Plasmidsaurus is great, but it looks like some additional companies aside from Primordium are trying to develop a “nanopore for plasmid sequencing” service. We just tried the Plasmid-EZ service from Genewiz / Azenta(?), partially b/c there’s daily pickup from a dropbox on our campus. At first glance, the results were rather mixed. Read numbers seemed decent, but 4 of the 8 plasmid submissions didn’t yield a consensus sequence. Instead, all we were given were the “raw” fastq files. To even see whether these reads were useful or not, i had to figure out how to derive my own consensus sequence from the raw fastq files.
After some googling and a failed attempt or two, I ended up using a program called “flye”. here’s what I did to install and use it, following the instructions here.

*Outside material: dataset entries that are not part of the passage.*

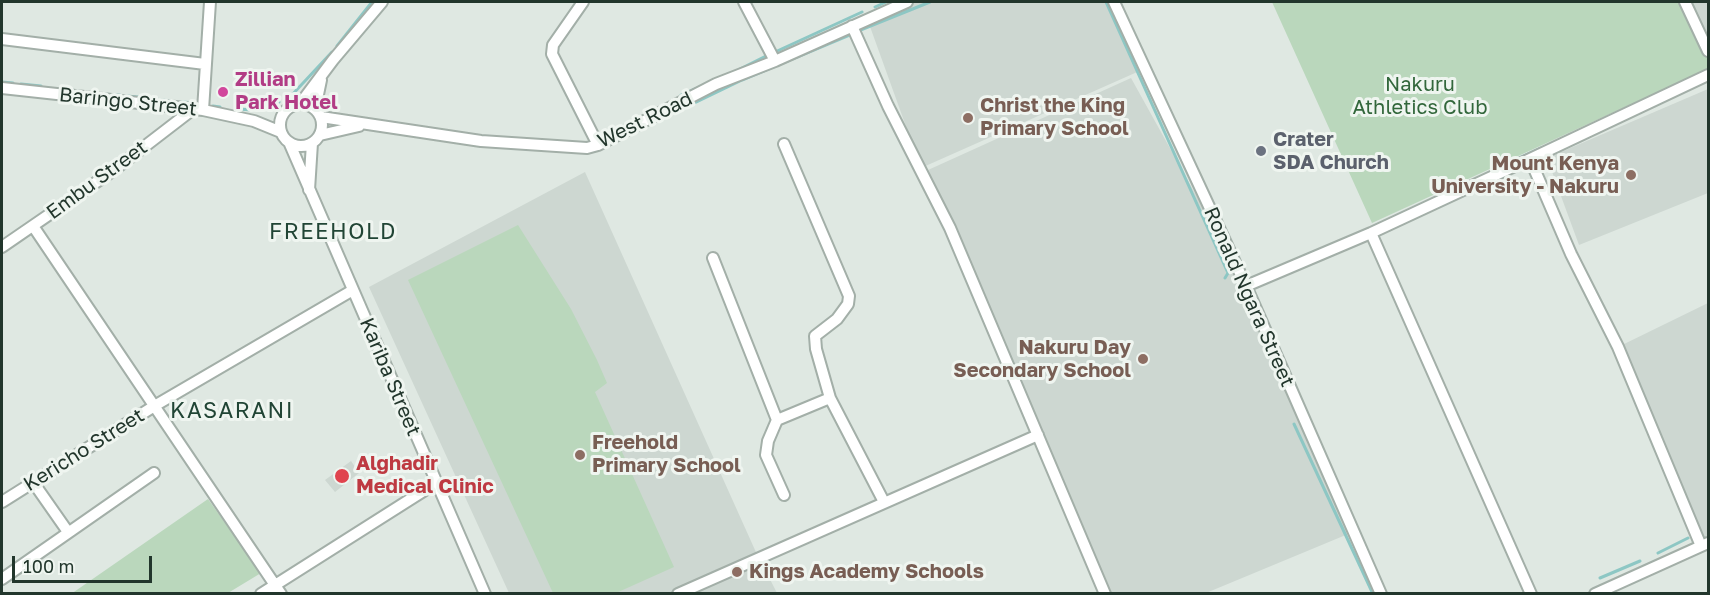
<!DOCTYPE html>
<html>
<head>
<meta charset="utf-8">
<style>
  body { margin:0 }
  #map { position:relative; width:1710px; height:595px; overflow:hidden; background:#dfe8e2; font-family:"Golos Text",sans-serif }
  canvas { display:block }
  .frame { position:absolute; inset:0; border:3px solid #22362c; pointer-events:none }
  .scale { position:absolute; left:12px; top:556px; width:140px; height:27px; box-sizing:border-box; border:3px solid #22362c; border-top:0; padding-left:8px; font-size:18px; line-height:21px; white-space:nowrap; color:#22362c; -webkit-text-stroke:4px #eff5f0; paint-order:stroke }
</style>
</head>
<body>
<div id="map">
<canvas width="1710" height="595"></canvas>
<div class="frame"></div>
<div class="scale">100 m</div>
</div>
<script>
const ctx = document.querySelector('canvas').getContext('2d');
ctx.lineJoin = 'round';
function fillPath(path, color) {
  ctx.fillStyle = color;
  ctx.fill(path, 'evenodd');
}
function poly(rows) {
  const path = new Path2D();
  for (const r of rows) {
    if (r.length === 3) {
      path.moveTo(r[0] + r[2], r[1]);
      path.arc(r[0], r[1], r[2], 0, 2 * Math.PI);
      continue;
    }
    path.moveTo(r[0], r[1]);
    for (let i = 2; i < r.length; i += 2) path.lineTo(r[i], r[i + 1]);
  }
  return path;
}
function trace(path, color, width, dash) {
  ctx.strokeStyle = color;
  ctx.lineWidth = width;
  ctx.lineCap = dash ? 'butt' : 'round';
  ctx.setLineDash(dash || []);
  ctx.stroke(path);
}
function drawText(font, color, halo, rows, align = 'center') {
  ctx.font = font + ' "Golos Text",sans-serif';
  ctx.lineWidth = 6;
  ctx.setLineDash([]);
  ctx.textBaseline = 'middle';
  ctx.strokeStyle = halo;
  ctx.fillStyle = color;
  for (const [text, x, y, turn = 0] of rows) {
    ctx.save();
    ctx.translate(x, y);
    ctx.rotate((+turn || 0) * Math.PI / 180);
    ctx.textAlign = isNaN(turn) ? turn : align;
    if (halo) ctx.strokeText(text, 0, 0);
    ctx.fillText(text, 0, 0);
    ctx.restore();
  }
}
const built = poly([
  [917,2,1112,2,1144,69,921,168,868,21],
  [1692,2,1708,2,1708,39],
  [1131,78,1247,287,1353,532,1206,593,1106,593,928,170],
  [1708,89,1708,193,1579,245,1547,158],
  [585,172,755,550,777,593,509,593,369,287],
  [1708,303,1708,541,1704,543,1620,346],
  [351,461,359,473,335,492,325,480]
]);
const green = poly([
  [1272,2,1693,2,1708,38,1708,69,1372,223],
  [518,225,571,309,597,360,607,383,595,392,674,567,616,593,553,593,408,280],
  [208,499,261,573,228,593,71,594]
]);
const stream = poly([
  [1106,2,1228,273,1225,278],
  [875,7,886,2],
  [858,31,930,2],
  [337,46,372,2],
  [775,52,862,12],
  [740,69,768,55],
  [2,82,13,83],
  [21,84,41,86],
  [65,89,91,93],
  [100,94,120,95],
  [681,95,715,80],
  [127,96,148,98],
  [290,97,332,52],
  [155,99,171,101],
  [182,102,194,103],
  [213,106,220,107],
  [684,108,742,80,852,34],
  [238,109,252,110,279,102],
  [1519,158,1541,148],
  [1443,194,1462,185],
  [1294,424,1373,594],
  [1658,553,1688,538],
  [1600,578,1640,561]
]);
const minor = poly([
  [583,2,553,45,552,54,598,145],
  [744,2,775,61],
  [1114,2,1246,286,1381,594],
  [1685,2,1708,51],
  [852,26,888,106,950,228,1105,594],
  [2,39,205,64],
  [2,88,203,110,254,121,281,132],
  [301,125,21],
  [300,104,333,60,382,2],
  [315,109,321,80],
  [203,110,210,2],
  [321,117,481,141,587,148,598,145,716,84,775,61,907,2],
  [320,135,359,126],
  [289,142,485,594],
  [784,144,849,296,848,304,837,319,815,336,816,349,830,398,884,502],
  [1530,159,1708,75],
  [309,190,312,143],
  [33,226,281,594],
  [1371,233,1531,594],
  [2,247,114,170,192,110],
  [713,258,777,420,830,398],
  [1246,286,1371,233,1530,159,1571,254,1618,347,1701,546],
  [777,420,768,441,766,455,784,495],
  [33,482,68,532],
  [2,502,156,405,353,290],
  [2,579,154,473],
  [261,594,436,483],
  [678,594,1038,435],
  [1595,594,1708,543]
]);
const markers = [
  [223,92,6,"#d1479c"],
  [968,118,6,"#8d6e63"],
  [1261,151,6,"#6b7280"],
  [1631,175,6,"#8d6e63"],
  [1143,359,6,"#8d6e63"],
  [580,455,6,"#8d6e63"],
  [342,476,8,"#e0444e"],
  [737,572,6,"#8d6e63"]
];
const hotelNames = [
  ["Zillian",235,80],
  ["Park Hotel",235,103]
];
const parkNames = [
  ["Nakuru",1420,85],
  ["Athletics Club",1420,108]
];
const streetNames = [
  ["Baringo Street",128,102,6],
  ["West Road",645,120,-26],
  ["Embu Street",97,180,-36],
  ["Ronald Ngara Street",1249,297,66],
  ["Kariba Street",390,377,67],
  ["Kericho Street",84,450,-32]
];
const educationNames = [
  ["Christ the King",980,106],
  ["Primary School",980,129],
  ["Mount Kenya",1619,164,"right"],
  ["University - Nakuru",1619,187,"right"],
  ["Nakuru Day",1131,348,"right"],
  ["Secondary School",1131,371,"right"],
  ["Freehold",592,443],
  ["Primary School",592,466],
  ["Kings Academy Schools",749,572]
];
const worshipNames = [
  ["Crater",1273,140],
  ["SDA Church",1273,163]
];
const healthNames = [
  ["Alghadir",356,464],
  ["Medical Clinic",356,487]
];
const quarterNames = [
  ["FREEHOLD",333,232],
  ["KASARANI",232,411]
];
fillPath(built, '#cdd7d1');
fillPath(green, '#bad7bc');
trace(stream, '#8dc7c4', 3);
trace(minor, '#a3afa8', 14);
trace(minor, '#fff', 10);
for (const [x, y, r, color] of markers) {
  const dot = new Path2D();
  dot.arc(x, y, r, 0, 2 * Math.PI);
  ctx.fillStyle = color;
  ctx.fill(dot);
  trace(dot, '#eff5f0', 2);
}
drawText('bold 20px', '#b23c85', '#eff5f0', hotelNames, 'left');
drawText('20px', '#32673b', '#eff5f0', parkNames);
drawText('20px', '#22362c', '#eff5f0', streetNames);
drawText('bold 20px', '#785e54', '#eff5f0', educationNames, 'left');
drawText('bold 20px', '#5b616d', '#eff5f0', worshipNames, 'left');
drawText('bold 20px', '#be3a42', '#eff5f0', healthNames, 'left');
ctx.letterSpacing = '1.5px';
drawText('22px', '#214535', '#eff5f0', quarterNames);
ctx.letterSpacing = '0px';
</script>
</body>
</html>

## Make a conda environment for this purpose
$ Conda create -n flye
## Pretty easy to install with the below command
$ Conda install flye
## It didn't like my file in a path that had spaces (darn google drive default naming), so I ended up dragging my files into a folder on my desktop. Just based on the above two commands, you should already be able to run it on your file, like so:
$ flye --nano-raw J202B.fastq --out-dir assembled
This worked for all four of those fastq files returned without consensus sequences. Two worked perfectly and gave sequences of the expected size, The remaining two returned consensus sequences that were 2-times as large as the expected plasmid. Looking at the read lengths, these plasmids did show a few reads that were twice as long as expected. That said, those reads being in there didn’t make the program return that doubly-long consensus sequence, as it still made that consensus seq even after the long reads were filtered out (I did this with fastq-filter; “pip install fastq-filter”, “fastq-filter -l 500 -L 9000 -o J203G_filtered.fastq J203G.fastq.gz”). So ya, still haven’t figured out why this happened and if it’s real or not, but even a potentially incorrectly assembled consensus read was helpful, as I could import it into Benchling and align it with my expected sequence, and see if there were any errors.
After this experience, I’ve come to better appreciate how well Plasmidsaurus is run (and how good their pipeline for returning data, is). We’ll probably try the Genewiz Plasmid-EZ another couple times, but so far, in terms of quality of the service, it doesn’t seem as good.